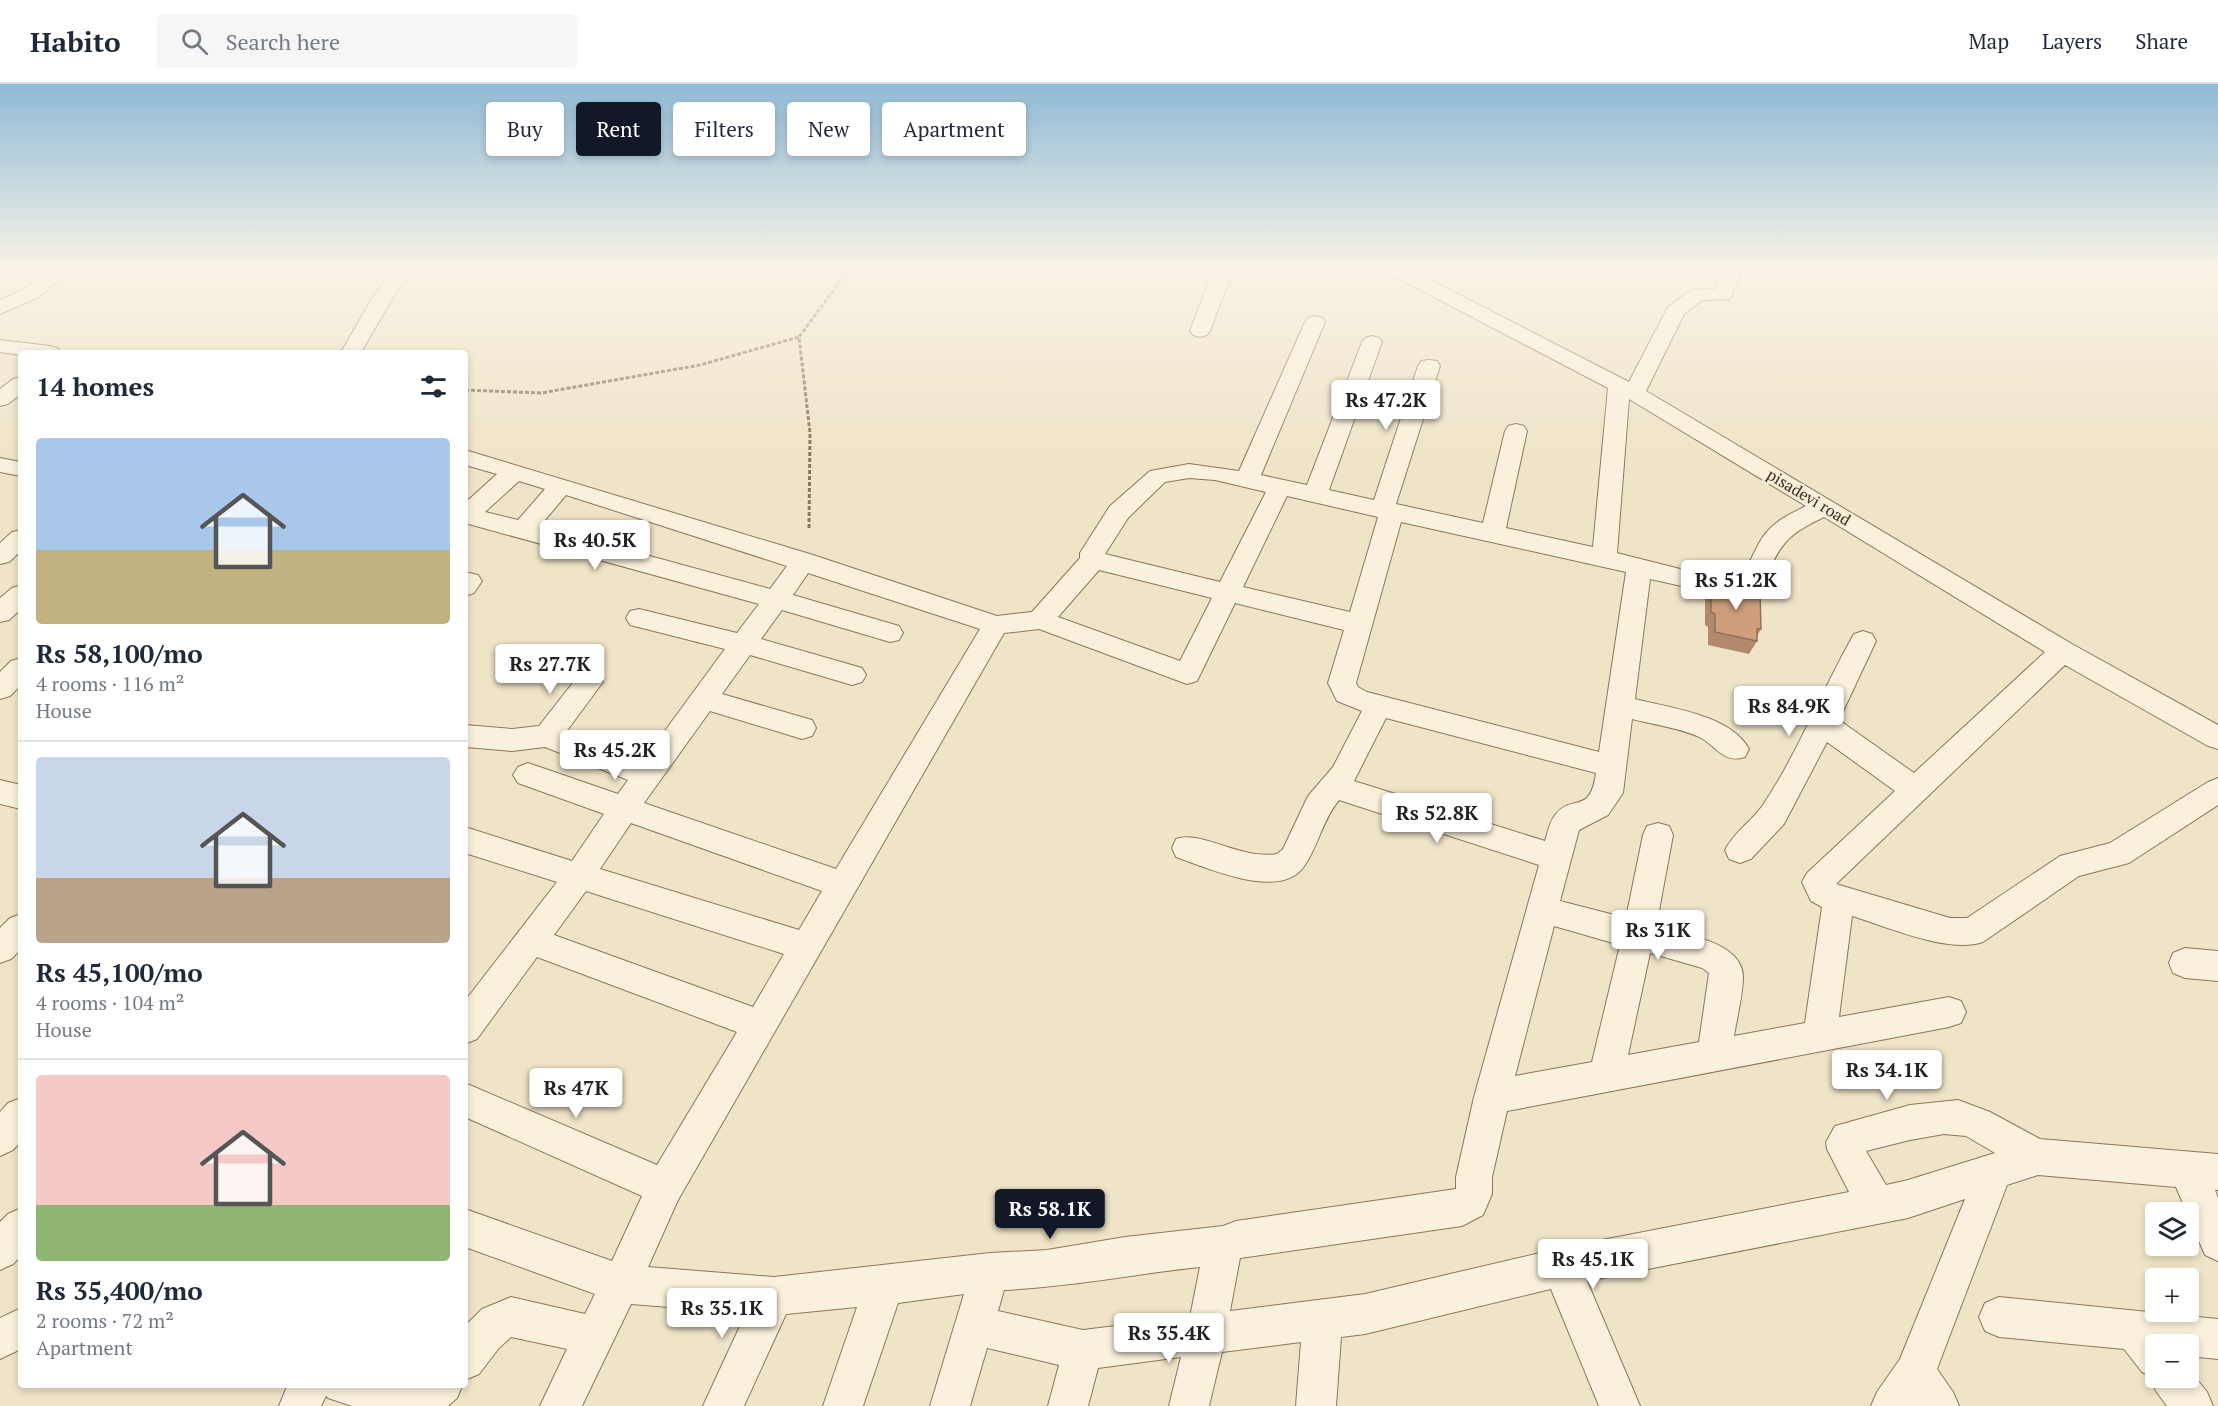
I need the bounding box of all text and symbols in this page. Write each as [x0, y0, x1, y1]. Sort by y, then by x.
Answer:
search box [157, 14, 577, 68]
text: Habito [30, 23, 121, 60]
icon: search [178, 25, 211, 58]
text: Search here [226, 27, 340, 56]
text: Map [1968, 27, 2009, 55]
text: Layers [2042, 27, 2102, 55]
text: Share [2135, 27, 2188, 55]
chip: Buy [486, 102, 564, 156]
chip: Rent [576, 102, 661, 156]
chip: Filters [673, 102, 775, 156]
chip: New [787, 102, 870, 156]
chip: Apartment [882, 102, 1026, 156]
text: 14 homes [36, 369, 154, 403]
icon: filters [417, 370, 450, 403]
pin: Rs 47.2K [1324, 380, 1448, 431]
text: Rs 47.2K [1345, 386, 1427, 413]
street label: pisadevi road [1763, 463, 1855, 531]
icon: home [189, 477, 297, 585]
pin: Rs 40.5K [533, 520, 657, 571]
text: Rs 40.5K [554, 526, 636, 553]
pin: Rs 51.2K [1674, 560, 1798, 611]
text: Rs 51.2K [1695, 566, 1777, 593]
text: Rs 58,100/mo [36, 636, 203, 670]
pin: Rs 27.7K [488, 644, 612, 695]
text: Rs 27.7K [509, 650, 591, 677]
text: 4 rooms · 116 m² [36, 670, 184, 697]
pin: Rs 84.9K [1727, 686, 1851, 737]
text: Rs 84.9K [1748, 692, 1830, 719]
text: House [36, 697, 92, 724]
pin: Rs 45.2K [553, 730, 677, 781]
text: Rs 45.2K [574, 736, 656, 763]
pin: Rs 52.8K [1375, 793, 1499, 844]
icon: home [189, 796, 297, 904]
text: Rs 52.8K [1396, 799, 1478, 826]
pin: Rs 31K [1609, 910, 1707, 961]
text: Rs 31K [1625, 916, 1691, 943]
text: Rs 45,100/mo [36, 955, 203, 989]
text: 4 rooms · 104 m² [36, 989, 184, 1016]
text: House [36, 1016, 92, 1043]
pin: Rs 34.1K [1825, 1050, 1949, 1101]
text: Rs 34.1K [1846, 1056, 1928, 1083]
pin: Rs 47K [527, 1068, 625, 1119]
text: Rs 47K [543, 1074, 609, 1101]
icon: home [189, 1114, 297, 1222]
pin: Rs 58.1K [988, 1189, 1112, 1240]
text: Rs 58.1K [1009, 1195, 1091, 1222]
map controls [2145, 1202, 2199, 1388]
button: layers [2145, 1202, 2199, 1256]
pin: Rs 45.1K [1531, 1239, 1655, 1290]
text: Rs 45.1K [1552, 1245, 1634, 1272]
button: + [2145, 1268, 2199, 1322]
text: Rs 35,400/mo [36, 1273, 203, 1307]
pin: Rs 35.1K [660, 1288, 784, 1339]
text: Rs 35.1K [681, 1294, 763, 1321]
text: 2 rooms · 72 m² [36, 1307, 174, 1334]
pin: Rs 35.4K [1107, 1313, 1231, 1364]
text: Rs 35.4K [1128, 1319, 1210, 1346]
text: Apartment [36, 1334, 133, 1361]
button: − [2145, 1334, 2199, 1388]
········
> **ASSIGNMENT**
Exact repetition of all the records is required, with the pictures excluded.

> **RESULT OF THE EXERCISE**
I need the bounding box of all text and symbols in this page. Write each as [x0, y0, x1, y1]. Sort by y, then by x.
Answer:
search box [157, 14, 577, 68]
text: Habito [30, 23, 121, 60]
icon: search [178, 25, 211, 58]
text: Search here [226, 27, 340, 56]
text: Map [1968, 27, 2009, 55]
text: Layers [2042, 27, 2102, 55]
text: Share [2135, 27, 2188, 55]
chip: Buy [486, 102, 564, 156]
chip: Rent [576, 102, 661, 156]
chip: Filters [673, 102, 775, 156]
chip: New [787, 102, 870, 156]
chip: Apartment [882, 102, 1026, 156]
text: 14 homes [36, 369, 154, 403]
icon: filters [417, 370, 450, 403]
pin: Rs 47.2K [1324, 380, 1448, 431]
text: Rs 47.2K [1345, 386, 1427, 413]
street label: pisadevi road [1763, 463, 1855, 531]
icon: home [189, 477, 297, 585]
pin: Rs 40.5K [533, 520, 657, 571]
text: Rs 40.5K [554, 526, 636, 553]
pin: Rs 51.2K [1674, 560, 1798, 611]
text: Rs 51.2K [1695, 566, 1777, 593]
text: Rs 58,100/mo [36, 636, 203, 670]
pin: Rs 27.7K [488, 644, 612, 695]
text: Rs 27.7K [509, 650, 591, 677]
text: 4 rooms · 116 m² [36, 670, 184, 697]
pin: Rs 84.9K [1727, 686, 1851, 737]
text: Rs 84.9K [1748, 692, 1830, 719]
text: House [36, 697, 92, 724]
pin: Rs 45.2K [553, 730, 677, 781]
text: Rs 45.2K [574, 736, 656, 763]
pin: Rs 52.8K [1375, 793, 1499, 844]
icon: home [189, 796, 297, 904]
text: Rs 52.8K [1396, 799, 1478, 826]
pin: Rs 31K [1609, 910, 1707, 961]
text: Rs 31K [1625, 916, 1691, 943]
text: Rs 45,100/mo [36, 955, 203, 989]
text: 4 rooms · 104 m² [36, 989, 184, 1016]
text: House [36, 1016, 92, 1043]
pin: Rs 34.1K [1825, 1050, 1949, 1101]
text: Rs 34.1K [1846, 1056, 1928, 1083]
pin: Rs 47K [527, 1068, 625, 1119]
text: Rs 47K [543, 1074, 609, 1101]
icon: home [189, 1114, 297, 1222]
pin: Rs 58.1K [988, 1189, 1112, 1240]
text: Rs 58.1K [1009, 1195, 1091, 1222]
map controls [2145, 1202, 2199, 1388]
button: layers [2145, 1202, 2199, 1256]
pin: Rs 45.1K [1531, 1239, 1655, 1290]
text: Rs 45.1K [1552, 1245, 1634, 1272]
button: + [2145, 1268, 2199, 1322]
text: Rs 35,400/mo [36, 1273, 203, 1307]
pin: Rs 35.1K [660, 1288, 784, 1339]
text: Rs 35.1K [681, 1294, 763, 1321]
text: 2 rooms · 72 m² [36, 1307, 174, 1334]
pin: Rs 35.4K [1107, 1313, 1231, 1364]
text: Rs 35.4K [1128, 1319, 1210, 1346]
text: Apartment [36, 1334, 133, 1361]
button: − [2145, 1334, 2199, 1388]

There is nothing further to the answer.